* **What the exercise asks**:
Work out how many lines below contain "linejoin", then write only that number.

Records supplied Block Start

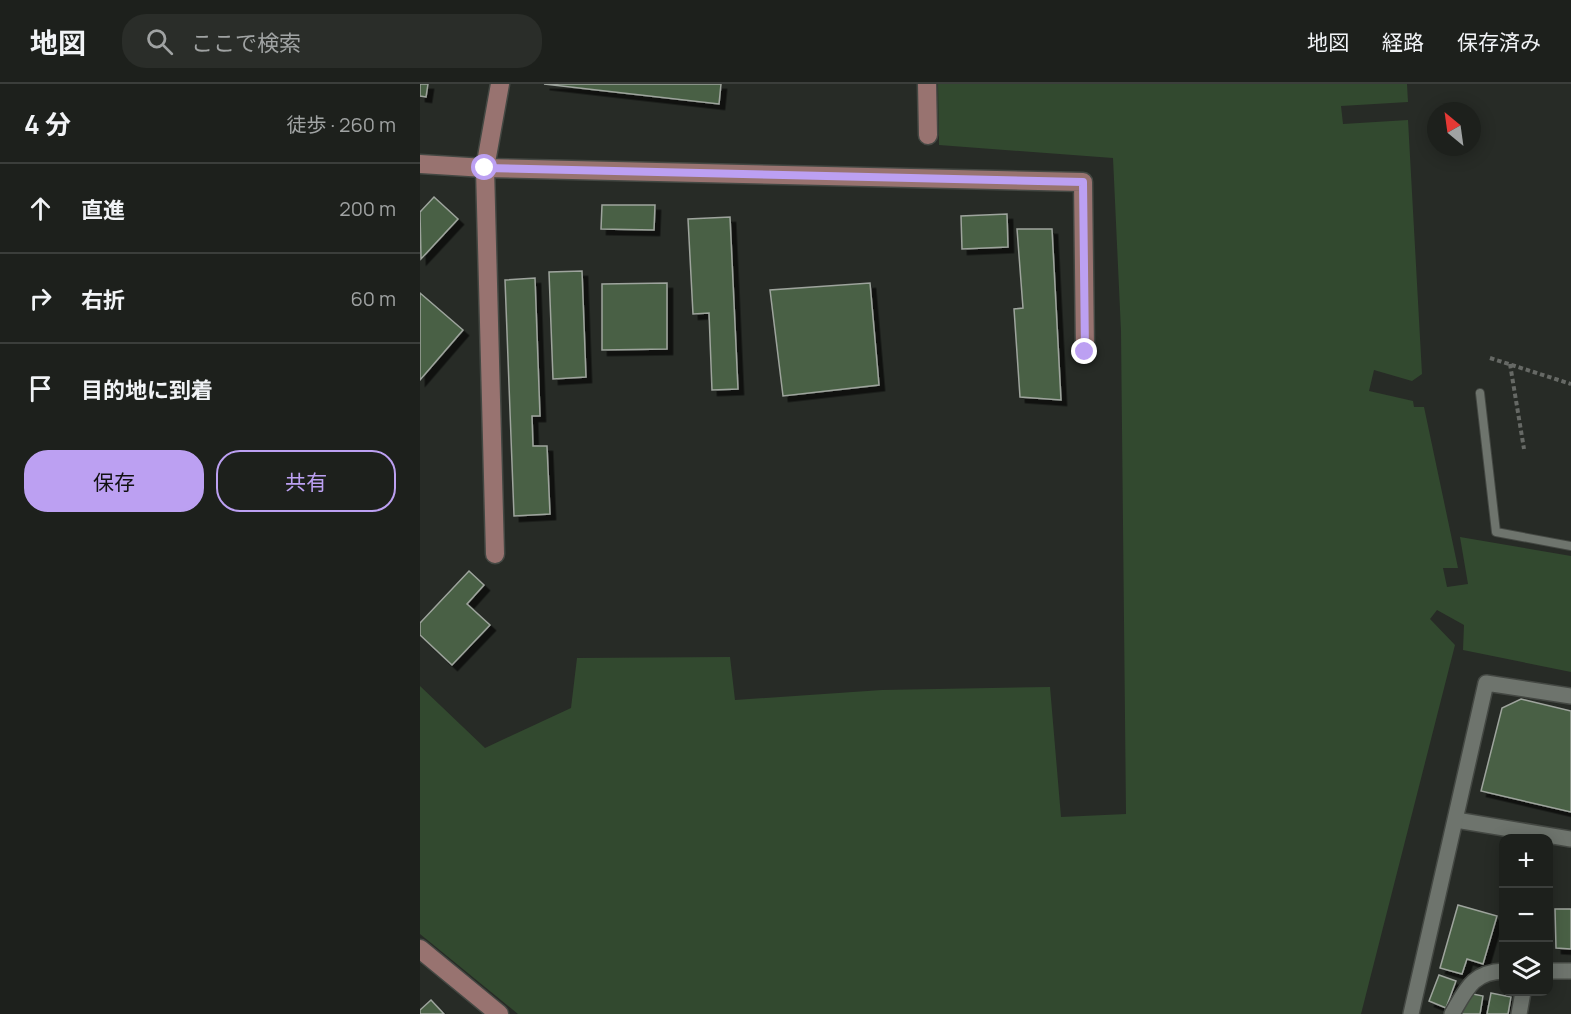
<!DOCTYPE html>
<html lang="ja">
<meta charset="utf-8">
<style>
body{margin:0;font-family:Manrope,"Noto Sans JP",sans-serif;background:#2a2d29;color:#f1f3f6}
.controls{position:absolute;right:18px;bottom:18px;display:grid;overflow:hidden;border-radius:12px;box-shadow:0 3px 15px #0003}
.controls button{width:54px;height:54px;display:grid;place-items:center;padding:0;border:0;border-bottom:2px solid #3b3e3b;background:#1d201c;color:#f1f3f6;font:30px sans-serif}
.compass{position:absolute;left:1007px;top:18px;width:54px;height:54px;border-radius:50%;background:#1d201c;box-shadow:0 3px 15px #0003;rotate:331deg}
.stop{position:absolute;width:18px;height:18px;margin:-14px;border:4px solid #bca0f2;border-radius:50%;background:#fff}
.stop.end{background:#bca0f2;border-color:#fff;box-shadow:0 2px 6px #0008}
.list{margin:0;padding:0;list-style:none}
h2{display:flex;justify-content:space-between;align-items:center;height:78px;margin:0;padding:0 24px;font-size:26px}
h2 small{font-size:20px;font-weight:400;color:#a0a3a3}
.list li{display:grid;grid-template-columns:39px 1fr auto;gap:18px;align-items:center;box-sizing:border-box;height:90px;padding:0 24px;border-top:2px solid #3b3e3b}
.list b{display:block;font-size:22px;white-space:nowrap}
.list em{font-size:20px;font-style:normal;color:#a0a3a3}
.actions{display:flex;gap:12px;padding:18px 24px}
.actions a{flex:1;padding:14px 0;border:2px solid #bca0f2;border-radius:24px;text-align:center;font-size:21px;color:#bca0f2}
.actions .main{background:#bca0f2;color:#111}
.icon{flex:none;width:33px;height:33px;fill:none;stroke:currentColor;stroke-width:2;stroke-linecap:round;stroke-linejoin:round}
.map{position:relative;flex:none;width:1151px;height:930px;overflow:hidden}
header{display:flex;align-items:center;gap:36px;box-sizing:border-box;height:84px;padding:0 30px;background:#1d201c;border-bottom:2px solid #3b3e3b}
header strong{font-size:28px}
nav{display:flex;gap:33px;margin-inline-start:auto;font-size:21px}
.search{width:420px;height:54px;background:#2a2d29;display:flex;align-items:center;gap:15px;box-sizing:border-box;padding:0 21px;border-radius:24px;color:#a0a3a3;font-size:22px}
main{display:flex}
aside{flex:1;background:#1d201c}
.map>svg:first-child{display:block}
.water{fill:#32492f}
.building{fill:#496145;stroke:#9ea49d;stroke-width:1.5;filter:url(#shadow)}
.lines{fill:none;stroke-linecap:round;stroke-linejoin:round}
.lane-casing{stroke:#444843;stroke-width:10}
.street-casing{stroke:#444843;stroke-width:18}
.secondary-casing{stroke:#444843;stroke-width:21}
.path{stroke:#666965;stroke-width:4;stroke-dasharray:4.5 3;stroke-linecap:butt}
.lane{stroke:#6e746d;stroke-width:8}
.street{stroke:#6e746d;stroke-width:15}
.secondary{stroke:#987370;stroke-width:18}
.route{stroke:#bca0f2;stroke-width:8}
</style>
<header>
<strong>地図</strong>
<div class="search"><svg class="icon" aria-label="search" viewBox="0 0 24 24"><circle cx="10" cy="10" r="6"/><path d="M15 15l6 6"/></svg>ここで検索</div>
<nav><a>地図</a><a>経路</a><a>保存済み</a></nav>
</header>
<main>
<aside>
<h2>4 分<small>徒歩 · 260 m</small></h2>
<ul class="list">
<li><svg class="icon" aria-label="ahead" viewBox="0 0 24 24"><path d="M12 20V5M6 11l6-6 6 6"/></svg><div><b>直進</b></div><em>200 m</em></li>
<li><svg class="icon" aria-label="right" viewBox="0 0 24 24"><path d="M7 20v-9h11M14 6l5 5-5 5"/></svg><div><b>右折</b></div><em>60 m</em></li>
<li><svg class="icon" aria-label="arrive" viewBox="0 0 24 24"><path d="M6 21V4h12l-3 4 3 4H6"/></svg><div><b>目的地に到着</b></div></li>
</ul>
<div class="actions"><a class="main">保存</a><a>共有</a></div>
</aside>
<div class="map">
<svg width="1151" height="930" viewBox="0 0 1151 930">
<defs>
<filter id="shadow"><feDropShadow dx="5.5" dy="5.5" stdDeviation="0" flood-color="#0009"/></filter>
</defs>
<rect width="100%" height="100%" fill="#272b26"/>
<path class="water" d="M518,0H987L988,18L921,22L923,40L988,36L1002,290L992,297L954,286L949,307L993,317L994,323H1004L1038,484H1023L1027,503L1048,500L1040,453L1151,472V588L1043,566L1044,541L1017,526L1010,535L1035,561L941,930H98L0,850V602L65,664L151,624L157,574L310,573L315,616L462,606L630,603L641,733L706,730L701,247L693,74L519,61Z"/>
<g class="building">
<path d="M0,0H8L6,13L0,12Z"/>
<path d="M124,0H301L299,20Z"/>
<path d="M14,113L38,135L1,175L0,128Z"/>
<path d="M182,121H235L234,146L181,145Z"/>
<path d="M587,130L588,163L542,165L541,132Z"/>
<path d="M310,133L318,305L292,306L289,229L273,230L268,135Z"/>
<path d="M597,145H632L641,316L600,313L594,225L603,224Z"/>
<path d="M162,187L166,293L133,295L129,188Z"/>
<path d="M115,194L120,332H112L113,362H127L130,430L94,432L85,196Z"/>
<path d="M247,199V265L182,266V200Z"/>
<path d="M450,199L459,301L363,312L350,206Z"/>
<path d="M0,209L43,246L0,296Z"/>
<path d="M49,487L64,501L47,520L70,541L32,581L0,551V539Z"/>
<path d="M1101,615L1151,627V728L1061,707L1082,624Z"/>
<path d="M1038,821L1077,832L1063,880L1047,875L1042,890L1020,884Z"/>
<path d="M1135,825H1151V865L1136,864Z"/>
<path d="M1019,891L1036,897L1026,924L1009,917Z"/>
<path d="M1043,908L1063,912L1060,930H1039Z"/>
<path d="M1071,909L1091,913L1088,930H1067Z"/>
<path d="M11,916L24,930H0V926Z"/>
</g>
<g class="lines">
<defs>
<path id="lane" d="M1060,309L1076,448L1151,462"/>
<g id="street">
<path d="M1036,736L1151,755"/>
<path d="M1128,887H1151"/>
<path d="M991,930L1066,599L1151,612"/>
<path d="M1032,930C1046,906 1052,888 1084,887"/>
<path d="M1099,930L1103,908"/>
</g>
<g id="secondary">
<path d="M507,0L508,51"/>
<path d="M0,80L65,84L663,98L665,268"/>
<path d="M75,470L65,84L80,0"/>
<path d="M0,865L79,930"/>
</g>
</defs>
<use href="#lane" class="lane-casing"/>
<use href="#street" class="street-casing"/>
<use href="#secondary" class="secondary-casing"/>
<g class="path">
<path d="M1070,274L1151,300"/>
<path d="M1090,280L1104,365"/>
</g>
<use href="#lane" class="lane"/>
<use href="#street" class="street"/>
<use href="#secondary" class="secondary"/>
</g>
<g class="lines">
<path class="route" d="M65,84L663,98L665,268"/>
</g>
</svg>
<div class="controls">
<button>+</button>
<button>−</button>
<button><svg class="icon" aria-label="layers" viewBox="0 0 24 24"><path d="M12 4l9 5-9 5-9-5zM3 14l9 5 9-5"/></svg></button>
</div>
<svg class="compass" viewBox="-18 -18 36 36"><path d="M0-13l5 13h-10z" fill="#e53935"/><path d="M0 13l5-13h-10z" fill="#a0a3a3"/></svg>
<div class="stop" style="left:65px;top:84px"></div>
<div class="stop end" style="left:665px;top:268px"></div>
</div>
</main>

Records supplied Block End

* **Solution to the problem**:
2